■ YOUR INSTRUCTIONS: Check every line below for the word "Díaz" and give only the number of lines where it appears.

(Collection entries)
_ _ _ _ _

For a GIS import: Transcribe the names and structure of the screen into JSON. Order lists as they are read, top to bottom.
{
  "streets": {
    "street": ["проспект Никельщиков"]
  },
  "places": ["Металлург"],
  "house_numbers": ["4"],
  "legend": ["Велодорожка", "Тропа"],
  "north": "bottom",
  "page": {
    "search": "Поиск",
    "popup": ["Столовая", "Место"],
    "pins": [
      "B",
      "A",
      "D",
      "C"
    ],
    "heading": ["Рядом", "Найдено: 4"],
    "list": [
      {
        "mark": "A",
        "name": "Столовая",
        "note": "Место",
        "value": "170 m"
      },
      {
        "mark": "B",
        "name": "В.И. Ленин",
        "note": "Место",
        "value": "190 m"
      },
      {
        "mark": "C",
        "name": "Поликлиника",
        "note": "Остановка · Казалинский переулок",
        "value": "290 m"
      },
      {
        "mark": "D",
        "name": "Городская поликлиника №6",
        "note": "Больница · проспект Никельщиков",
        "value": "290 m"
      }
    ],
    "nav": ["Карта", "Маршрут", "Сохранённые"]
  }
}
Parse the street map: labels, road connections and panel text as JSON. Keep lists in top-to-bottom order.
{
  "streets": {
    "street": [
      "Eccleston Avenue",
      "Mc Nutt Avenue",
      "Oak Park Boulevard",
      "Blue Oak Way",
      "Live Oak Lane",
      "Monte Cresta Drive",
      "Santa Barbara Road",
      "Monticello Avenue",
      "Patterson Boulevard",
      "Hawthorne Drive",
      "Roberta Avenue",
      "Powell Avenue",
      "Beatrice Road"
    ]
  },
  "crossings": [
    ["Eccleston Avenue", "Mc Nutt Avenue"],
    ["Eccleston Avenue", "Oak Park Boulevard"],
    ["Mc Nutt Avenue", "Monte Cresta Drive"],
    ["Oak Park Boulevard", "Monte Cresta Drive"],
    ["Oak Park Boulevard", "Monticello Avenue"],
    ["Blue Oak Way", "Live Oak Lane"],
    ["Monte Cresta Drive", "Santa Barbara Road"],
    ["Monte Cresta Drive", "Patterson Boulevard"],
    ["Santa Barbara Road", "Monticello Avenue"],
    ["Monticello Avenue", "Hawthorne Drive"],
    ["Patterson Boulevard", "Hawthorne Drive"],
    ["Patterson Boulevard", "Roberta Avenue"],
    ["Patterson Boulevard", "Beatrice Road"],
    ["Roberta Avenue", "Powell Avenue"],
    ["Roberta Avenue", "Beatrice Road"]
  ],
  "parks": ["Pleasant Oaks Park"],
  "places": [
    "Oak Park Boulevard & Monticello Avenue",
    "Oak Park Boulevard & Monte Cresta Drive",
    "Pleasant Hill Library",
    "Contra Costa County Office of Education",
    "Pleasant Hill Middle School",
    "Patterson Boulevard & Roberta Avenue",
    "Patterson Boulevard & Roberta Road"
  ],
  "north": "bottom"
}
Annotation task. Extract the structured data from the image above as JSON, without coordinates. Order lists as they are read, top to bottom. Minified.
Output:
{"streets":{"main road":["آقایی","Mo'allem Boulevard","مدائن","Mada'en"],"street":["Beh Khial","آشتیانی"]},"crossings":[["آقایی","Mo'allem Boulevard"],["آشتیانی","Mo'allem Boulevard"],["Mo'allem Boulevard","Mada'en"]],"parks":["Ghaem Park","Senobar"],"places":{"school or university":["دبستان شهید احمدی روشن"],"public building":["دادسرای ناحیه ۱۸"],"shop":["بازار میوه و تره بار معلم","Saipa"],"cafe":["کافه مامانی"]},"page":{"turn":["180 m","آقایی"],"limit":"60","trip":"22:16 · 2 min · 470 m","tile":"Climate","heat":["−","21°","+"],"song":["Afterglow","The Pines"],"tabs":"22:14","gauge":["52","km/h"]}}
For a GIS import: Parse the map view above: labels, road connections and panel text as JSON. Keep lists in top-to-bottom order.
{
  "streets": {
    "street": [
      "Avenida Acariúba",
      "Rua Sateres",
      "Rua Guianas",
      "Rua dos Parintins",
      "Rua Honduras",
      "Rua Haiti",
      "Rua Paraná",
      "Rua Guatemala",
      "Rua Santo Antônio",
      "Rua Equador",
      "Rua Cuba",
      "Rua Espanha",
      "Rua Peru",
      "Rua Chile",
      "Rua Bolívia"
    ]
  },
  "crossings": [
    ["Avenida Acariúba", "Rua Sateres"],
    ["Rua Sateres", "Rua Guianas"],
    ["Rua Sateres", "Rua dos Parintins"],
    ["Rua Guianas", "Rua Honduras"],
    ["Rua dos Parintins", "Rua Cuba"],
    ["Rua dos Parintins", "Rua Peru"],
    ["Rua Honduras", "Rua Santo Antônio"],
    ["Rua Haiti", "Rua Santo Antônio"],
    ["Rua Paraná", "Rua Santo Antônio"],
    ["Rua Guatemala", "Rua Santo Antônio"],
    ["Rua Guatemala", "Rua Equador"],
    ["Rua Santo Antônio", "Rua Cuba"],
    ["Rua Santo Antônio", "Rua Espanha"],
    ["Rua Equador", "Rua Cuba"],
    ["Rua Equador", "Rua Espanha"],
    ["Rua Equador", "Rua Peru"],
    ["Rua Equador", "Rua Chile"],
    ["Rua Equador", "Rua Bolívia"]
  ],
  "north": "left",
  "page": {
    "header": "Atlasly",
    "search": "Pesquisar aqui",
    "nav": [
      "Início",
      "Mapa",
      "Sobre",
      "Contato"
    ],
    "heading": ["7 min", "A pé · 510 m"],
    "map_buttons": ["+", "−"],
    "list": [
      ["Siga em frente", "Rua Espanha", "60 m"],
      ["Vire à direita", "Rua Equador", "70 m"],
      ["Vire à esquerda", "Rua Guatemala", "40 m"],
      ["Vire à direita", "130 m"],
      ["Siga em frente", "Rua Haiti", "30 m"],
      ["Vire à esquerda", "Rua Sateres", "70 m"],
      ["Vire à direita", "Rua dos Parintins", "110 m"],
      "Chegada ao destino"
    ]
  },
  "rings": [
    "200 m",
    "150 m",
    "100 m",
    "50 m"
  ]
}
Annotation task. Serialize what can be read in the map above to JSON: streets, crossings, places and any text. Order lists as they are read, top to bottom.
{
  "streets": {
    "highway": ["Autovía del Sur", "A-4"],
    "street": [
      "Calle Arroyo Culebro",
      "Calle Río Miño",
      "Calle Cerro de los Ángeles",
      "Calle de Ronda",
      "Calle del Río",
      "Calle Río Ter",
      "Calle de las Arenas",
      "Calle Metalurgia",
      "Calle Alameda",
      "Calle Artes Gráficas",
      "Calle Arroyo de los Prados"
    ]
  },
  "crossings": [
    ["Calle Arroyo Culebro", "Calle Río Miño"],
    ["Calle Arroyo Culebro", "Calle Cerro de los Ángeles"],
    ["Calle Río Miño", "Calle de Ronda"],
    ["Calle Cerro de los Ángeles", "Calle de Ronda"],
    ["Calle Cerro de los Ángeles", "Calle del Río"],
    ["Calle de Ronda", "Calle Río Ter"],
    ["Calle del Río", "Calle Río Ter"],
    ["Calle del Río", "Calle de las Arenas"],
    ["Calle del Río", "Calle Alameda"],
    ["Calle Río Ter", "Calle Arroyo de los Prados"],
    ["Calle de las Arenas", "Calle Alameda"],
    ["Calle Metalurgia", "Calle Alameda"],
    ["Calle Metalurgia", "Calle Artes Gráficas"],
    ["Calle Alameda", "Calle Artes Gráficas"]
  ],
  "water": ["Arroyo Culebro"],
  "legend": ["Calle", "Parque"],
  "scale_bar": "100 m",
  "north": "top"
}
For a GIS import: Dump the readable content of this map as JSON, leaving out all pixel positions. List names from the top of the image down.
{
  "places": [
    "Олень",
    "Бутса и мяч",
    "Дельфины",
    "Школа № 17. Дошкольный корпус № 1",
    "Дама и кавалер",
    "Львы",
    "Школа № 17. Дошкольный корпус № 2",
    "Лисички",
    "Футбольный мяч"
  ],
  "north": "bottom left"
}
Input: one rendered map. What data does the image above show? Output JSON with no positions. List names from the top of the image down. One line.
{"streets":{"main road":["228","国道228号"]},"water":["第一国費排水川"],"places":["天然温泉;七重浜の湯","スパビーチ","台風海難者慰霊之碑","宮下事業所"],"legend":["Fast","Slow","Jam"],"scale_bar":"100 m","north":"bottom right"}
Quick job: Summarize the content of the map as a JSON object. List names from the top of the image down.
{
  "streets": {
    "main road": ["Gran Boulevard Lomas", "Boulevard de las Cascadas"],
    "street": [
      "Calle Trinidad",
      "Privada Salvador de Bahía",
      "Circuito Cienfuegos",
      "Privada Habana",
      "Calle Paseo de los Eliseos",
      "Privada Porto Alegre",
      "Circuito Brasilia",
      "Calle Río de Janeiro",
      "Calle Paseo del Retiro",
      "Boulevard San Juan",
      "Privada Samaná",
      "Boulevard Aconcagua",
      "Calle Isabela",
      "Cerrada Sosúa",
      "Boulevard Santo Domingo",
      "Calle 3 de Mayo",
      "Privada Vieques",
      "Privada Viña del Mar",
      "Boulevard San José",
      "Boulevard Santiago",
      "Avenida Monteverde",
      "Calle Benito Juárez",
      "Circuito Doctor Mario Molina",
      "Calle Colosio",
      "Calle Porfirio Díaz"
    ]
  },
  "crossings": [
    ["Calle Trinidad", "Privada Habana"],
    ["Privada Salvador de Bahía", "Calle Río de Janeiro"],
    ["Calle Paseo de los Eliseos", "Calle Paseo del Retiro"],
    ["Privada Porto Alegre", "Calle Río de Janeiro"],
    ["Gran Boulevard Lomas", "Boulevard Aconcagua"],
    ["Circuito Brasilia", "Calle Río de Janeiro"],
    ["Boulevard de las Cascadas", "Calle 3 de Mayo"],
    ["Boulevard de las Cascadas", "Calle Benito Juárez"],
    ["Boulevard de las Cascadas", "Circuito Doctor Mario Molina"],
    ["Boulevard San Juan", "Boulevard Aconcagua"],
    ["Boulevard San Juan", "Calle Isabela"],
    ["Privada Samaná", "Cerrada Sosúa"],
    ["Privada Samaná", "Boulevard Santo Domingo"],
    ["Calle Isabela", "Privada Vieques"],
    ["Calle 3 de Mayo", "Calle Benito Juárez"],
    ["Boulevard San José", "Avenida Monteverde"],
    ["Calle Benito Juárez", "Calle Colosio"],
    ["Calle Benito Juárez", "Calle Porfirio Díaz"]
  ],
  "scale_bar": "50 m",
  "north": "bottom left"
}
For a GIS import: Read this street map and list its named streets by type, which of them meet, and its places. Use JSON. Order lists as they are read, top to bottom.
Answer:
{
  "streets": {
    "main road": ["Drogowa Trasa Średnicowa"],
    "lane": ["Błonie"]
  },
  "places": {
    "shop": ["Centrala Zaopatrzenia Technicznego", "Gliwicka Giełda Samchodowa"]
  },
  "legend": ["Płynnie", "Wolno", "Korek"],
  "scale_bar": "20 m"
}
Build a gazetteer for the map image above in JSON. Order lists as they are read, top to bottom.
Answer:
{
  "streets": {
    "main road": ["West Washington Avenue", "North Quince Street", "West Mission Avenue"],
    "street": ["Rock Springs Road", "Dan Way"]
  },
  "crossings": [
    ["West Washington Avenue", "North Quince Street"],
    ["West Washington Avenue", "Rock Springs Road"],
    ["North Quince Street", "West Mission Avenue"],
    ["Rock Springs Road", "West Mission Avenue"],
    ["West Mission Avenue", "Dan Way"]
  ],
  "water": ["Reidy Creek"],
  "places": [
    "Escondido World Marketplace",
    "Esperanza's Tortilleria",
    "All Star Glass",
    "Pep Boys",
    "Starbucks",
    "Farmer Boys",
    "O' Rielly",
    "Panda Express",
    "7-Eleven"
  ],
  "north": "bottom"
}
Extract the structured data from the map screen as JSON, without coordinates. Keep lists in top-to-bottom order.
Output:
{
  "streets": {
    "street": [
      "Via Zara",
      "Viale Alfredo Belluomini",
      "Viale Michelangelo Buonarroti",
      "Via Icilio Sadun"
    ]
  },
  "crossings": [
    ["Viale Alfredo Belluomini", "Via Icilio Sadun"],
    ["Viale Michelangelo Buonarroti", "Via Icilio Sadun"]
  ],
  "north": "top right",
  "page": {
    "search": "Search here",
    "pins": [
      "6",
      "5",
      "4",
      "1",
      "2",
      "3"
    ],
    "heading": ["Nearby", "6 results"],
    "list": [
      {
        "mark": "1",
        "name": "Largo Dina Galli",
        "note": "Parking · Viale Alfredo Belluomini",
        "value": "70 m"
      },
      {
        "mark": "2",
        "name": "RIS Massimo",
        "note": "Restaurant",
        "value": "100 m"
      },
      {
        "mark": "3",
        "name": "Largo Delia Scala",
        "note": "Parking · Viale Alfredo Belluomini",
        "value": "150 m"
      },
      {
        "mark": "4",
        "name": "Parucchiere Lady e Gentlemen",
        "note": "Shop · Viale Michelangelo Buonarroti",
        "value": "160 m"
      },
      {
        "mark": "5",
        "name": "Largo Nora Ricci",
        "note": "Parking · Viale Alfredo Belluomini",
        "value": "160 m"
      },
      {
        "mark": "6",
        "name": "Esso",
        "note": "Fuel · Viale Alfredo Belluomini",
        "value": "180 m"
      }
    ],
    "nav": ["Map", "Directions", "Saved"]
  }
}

_ _ _ _ _

■ ANSWER SPACE: 2